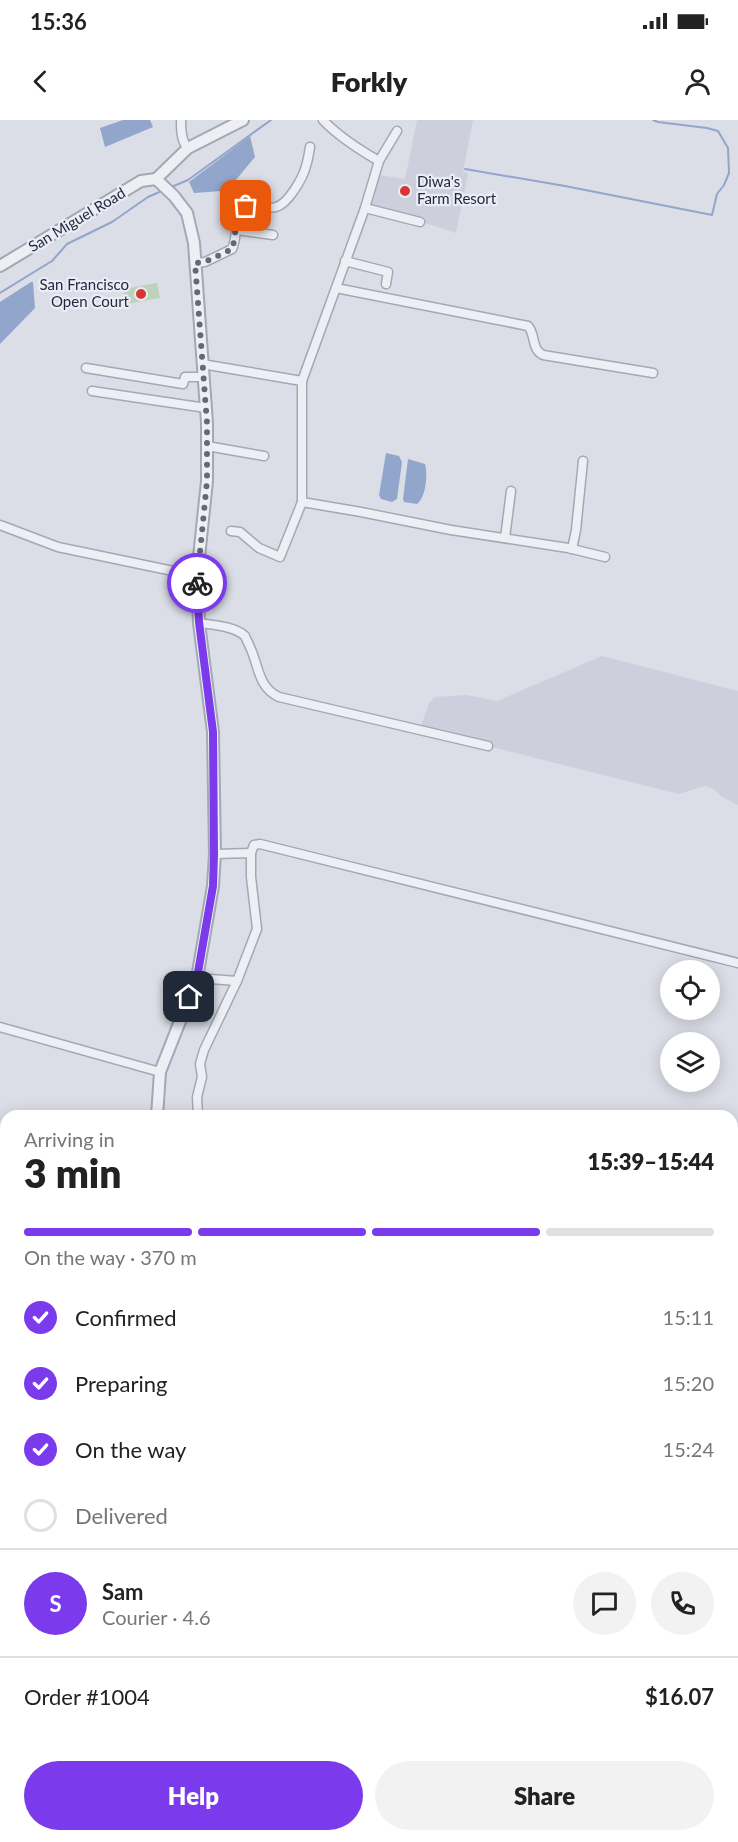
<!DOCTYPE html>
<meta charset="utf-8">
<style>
:root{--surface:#fff;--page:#f2f2f2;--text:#222;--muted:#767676;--line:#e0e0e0;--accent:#7c3aed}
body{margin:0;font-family:Lato,sans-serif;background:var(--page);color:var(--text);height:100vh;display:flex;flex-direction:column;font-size:22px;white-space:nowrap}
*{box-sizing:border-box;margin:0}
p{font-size:20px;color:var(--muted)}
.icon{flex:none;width:33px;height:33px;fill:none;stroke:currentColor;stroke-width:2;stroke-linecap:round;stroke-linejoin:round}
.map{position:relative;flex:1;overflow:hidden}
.details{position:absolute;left:0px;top:990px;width:738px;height:732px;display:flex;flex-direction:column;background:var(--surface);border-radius:18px 18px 0 0;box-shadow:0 3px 15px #0003}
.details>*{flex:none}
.controls{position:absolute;left:660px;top:840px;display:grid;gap:12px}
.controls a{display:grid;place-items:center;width:60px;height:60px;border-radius:50%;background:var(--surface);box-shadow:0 3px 15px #0003;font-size:30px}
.pin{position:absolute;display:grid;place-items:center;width:51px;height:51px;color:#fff;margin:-26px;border-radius:12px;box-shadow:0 3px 9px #0006}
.courier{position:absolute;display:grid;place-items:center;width:60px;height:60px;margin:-30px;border:4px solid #7c3aed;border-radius:50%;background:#fff;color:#222;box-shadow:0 2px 8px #0007}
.head em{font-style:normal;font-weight:800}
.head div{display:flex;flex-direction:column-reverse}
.head{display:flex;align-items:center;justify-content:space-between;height:102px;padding:0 24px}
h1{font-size:39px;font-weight:800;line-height:45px}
.bar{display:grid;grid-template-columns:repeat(4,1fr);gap:9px 6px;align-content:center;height:72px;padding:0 24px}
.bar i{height:8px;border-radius:4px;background:var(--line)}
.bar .active{background:var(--accent)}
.bar p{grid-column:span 4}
.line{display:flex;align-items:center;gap:15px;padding:0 24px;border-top:2px solid var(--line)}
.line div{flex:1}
.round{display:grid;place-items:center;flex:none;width:63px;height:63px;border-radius:32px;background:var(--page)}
ol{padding:0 24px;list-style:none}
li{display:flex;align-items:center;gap:18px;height:66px}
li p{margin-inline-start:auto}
li .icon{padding:6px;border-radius:50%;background:var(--accent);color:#fff;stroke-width:4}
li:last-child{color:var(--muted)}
li i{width:33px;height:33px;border:3px solid var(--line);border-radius:50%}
.cta{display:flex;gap:12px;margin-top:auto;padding:12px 24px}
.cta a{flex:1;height:69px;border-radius:36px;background:var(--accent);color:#fff;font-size:24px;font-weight:800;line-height:69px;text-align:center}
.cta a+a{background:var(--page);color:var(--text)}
.status{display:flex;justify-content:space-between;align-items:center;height:42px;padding:0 30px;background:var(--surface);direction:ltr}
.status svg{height:16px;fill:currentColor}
header{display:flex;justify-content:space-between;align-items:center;height:78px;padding:0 24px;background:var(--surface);font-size:27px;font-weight:800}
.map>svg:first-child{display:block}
</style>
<div class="status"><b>15:36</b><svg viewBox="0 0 49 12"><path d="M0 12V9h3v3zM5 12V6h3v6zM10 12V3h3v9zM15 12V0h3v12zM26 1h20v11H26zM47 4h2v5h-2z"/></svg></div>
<header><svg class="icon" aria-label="back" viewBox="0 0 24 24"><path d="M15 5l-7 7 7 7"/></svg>Forkly<svg class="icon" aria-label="person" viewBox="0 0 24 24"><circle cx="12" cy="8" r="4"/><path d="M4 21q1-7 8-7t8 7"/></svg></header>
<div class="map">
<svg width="738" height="1722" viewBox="0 0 738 1722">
<rect width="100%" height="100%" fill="#dbdee7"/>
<g fill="#cdd0dc">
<path d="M417,0H473L463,52L468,54L456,113L419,101L370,89L380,55L405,59Z"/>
<path d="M602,536L738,571V685L722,677L714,669L705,666L679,674L420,609L429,583L435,577L467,575L497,581Z"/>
</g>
<path fill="#bdd1bb" d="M157,163L160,178L126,184L123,169Z"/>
<g fill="#92a5cb">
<path d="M123,0H150L153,7L105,27L100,8Z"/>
<path d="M250,16L255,37L230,67L222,71L194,73L189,62Z"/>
<path d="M31,162H33L35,188L0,224V182Z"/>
<path d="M386,333L399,336L402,342L397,379L392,382L381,379L379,375Z"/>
<path d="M408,339L425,344C428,354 426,377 417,384L404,382L403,379Z"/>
</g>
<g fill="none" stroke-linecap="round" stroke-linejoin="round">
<g stroke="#92a5cb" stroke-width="2">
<path d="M465,49L565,66L712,95L717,74L724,65L729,53L728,28L718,11L707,8L658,2L653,0"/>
<path d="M169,68L188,60L271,0"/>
<path d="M0,173L52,141L67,124L112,102L148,77L164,70"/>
</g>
<defs>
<g id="minor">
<path d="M181,0C181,9 181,22 188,28"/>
<path d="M323,0C339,17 358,29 379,41"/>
<path d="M365,88L420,102"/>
<path d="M237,110L273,115"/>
<path d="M345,141L388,152L386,164"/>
<path d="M195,143L205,142L232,129C238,116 234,99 243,87C254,84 265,90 276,87C288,84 303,58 306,46C308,40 309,33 310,27"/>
<path d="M336,168L528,206C536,215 531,229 543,235L653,253"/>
<path d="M202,244L302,261L365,88L379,41L397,11"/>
<path d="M86,248L183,264L185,257H203"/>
<path d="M302,261V382L361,392L451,410L568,428L605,437"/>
<path d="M92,271L206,288"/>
<path d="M207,326L264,336"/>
<path d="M0,405L58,427L197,456"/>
<path d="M231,411L240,412L259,428L280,437L302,382"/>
<path d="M505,418L511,371"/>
<path d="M572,429L576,410L583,341"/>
<path d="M199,503C213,505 234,506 245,516C245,517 249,524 249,525C259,544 257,567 279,577L488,626"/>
<path d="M251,733L254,725L260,724L738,843"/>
<path d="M197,858L237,861L257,809L251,757V733L215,734"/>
<path d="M0,907L160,952"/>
<path d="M198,996L197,977L202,957L200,944L204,930L237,861"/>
<path d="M732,1317L738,1310"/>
<path d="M0,1442L6,1444"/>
<path d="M732,1544L738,1547"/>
<path d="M732,1611L738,1613"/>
</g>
<g id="tertiary">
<path d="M156,59L174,76L187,93L194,123L207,303V361L197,456L199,503L213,612L215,734L213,766L197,858L160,952L157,996"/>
<path d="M156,59L188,28L243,0"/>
<path d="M0,146L141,61L156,59"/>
<path d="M319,1722L326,1716"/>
</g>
</defs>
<use href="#minor" stroke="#a4a8b4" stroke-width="11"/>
<use href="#tertiary" stroke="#a4a8b4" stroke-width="14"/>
<use href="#minor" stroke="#eeeff5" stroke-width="8"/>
<use href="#tertiary" stroke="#eeeff5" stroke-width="10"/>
</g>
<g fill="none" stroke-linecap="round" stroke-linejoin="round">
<path stroke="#646879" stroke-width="6" stroke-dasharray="0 10.8" d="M197,463L207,361V303L195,143L205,142L232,129C237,116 233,93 246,86"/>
<path stroke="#7c3aed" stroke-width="8" d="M189,877L197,858L213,766L214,734L213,612L199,502L197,463"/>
</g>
<g fill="#d93433" stroke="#eaedf5" stroke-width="2">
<circle cx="405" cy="71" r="6"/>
<circle cx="141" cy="174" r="6"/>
</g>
<g text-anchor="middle" stroke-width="4.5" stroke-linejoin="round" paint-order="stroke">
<g font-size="15" fill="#24293e" stroke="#eaedf5" text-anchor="start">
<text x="417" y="67">Diwa's<tspan x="417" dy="17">Farm Resort</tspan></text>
<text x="129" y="170" text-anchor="end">San Francisco<tspan x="129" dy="17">Open Court</tspan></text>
</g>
<g font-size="15" fill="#24293e" stroke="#eaedf5">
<text transform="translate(77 100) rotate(-31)" y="5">San Miguel Road</text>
</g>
</g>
</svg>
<div class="controls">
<a><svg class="icon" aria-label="locate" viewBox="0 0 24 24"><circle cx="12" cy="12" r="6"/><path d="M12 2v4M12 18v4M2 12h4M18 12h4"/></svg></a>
<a><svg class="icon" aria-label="layers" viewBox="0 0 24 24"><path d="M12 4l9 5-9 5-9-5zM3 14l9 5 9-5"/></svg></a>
</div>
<div class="pin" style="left:246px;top:86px;background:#ea580c"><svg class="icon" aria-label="bag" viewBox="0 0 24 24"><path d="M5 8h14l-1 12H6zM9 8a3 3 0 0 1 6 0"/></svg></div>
<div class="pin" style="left:189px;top:877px;background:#1f2937"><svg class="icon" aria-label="home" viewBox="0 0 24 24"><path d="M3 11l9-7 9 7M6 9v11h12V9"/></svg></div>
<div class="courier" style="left:197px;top:463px"><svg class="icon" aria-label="bike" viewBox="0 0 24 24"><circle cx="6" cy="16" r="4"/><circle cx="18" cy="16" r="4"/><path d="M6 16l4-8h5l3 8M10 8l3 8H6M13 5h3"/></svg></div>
<section class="details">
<div class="head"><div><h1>3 min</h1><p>Arriving in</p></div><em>15:39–15:44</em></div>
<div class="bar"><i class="active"></i><i class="active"></i><i class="active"></i><i></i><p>On the way · 370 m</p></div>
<ol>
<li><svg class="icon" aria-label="check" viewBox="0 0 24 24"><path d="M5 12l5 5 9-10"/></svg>Confirmed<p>15:11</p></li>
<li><svg class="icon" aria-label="check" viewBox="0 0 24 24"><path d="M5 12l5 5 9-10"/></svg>Preparing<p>15:20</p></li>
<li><svg class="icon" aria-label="check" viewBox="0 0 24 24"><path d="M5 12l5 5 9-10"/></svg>On the way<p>15:24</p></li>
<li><i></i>Delivered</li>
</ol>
<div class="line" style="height:108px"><b class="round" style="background:var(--accent);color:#fff">S</b><div><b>Sam</b><p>Courier · 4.6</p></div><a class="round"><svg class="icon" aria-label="chat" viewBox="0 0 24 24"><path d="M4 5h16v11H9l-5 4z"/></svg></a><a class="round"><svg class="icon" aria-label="phone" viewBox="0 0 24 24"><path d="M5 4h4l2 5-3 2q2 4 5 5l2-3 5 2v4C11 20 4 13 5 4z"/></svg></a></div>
<div class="line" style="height:78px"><div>Order #1004</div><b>$16.07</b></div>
<div class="cta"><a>Help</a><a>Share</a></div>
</section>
</div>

────────────────────

WHAT YOU WILL DO: Scan the listing above, and wherever a line holds the string "controls", copy that line.

EXERCISE SOLUTION:
.controls{position:absolute;left:660px;top:840px;display:grid;gap:12px}
.controls a{display:grid;place-items:center;width:60px;height:60px;border-radius:50%;background:var(--surface);box-shadow:0 3px 15px #0003;font-size:30px}
<div class="controls">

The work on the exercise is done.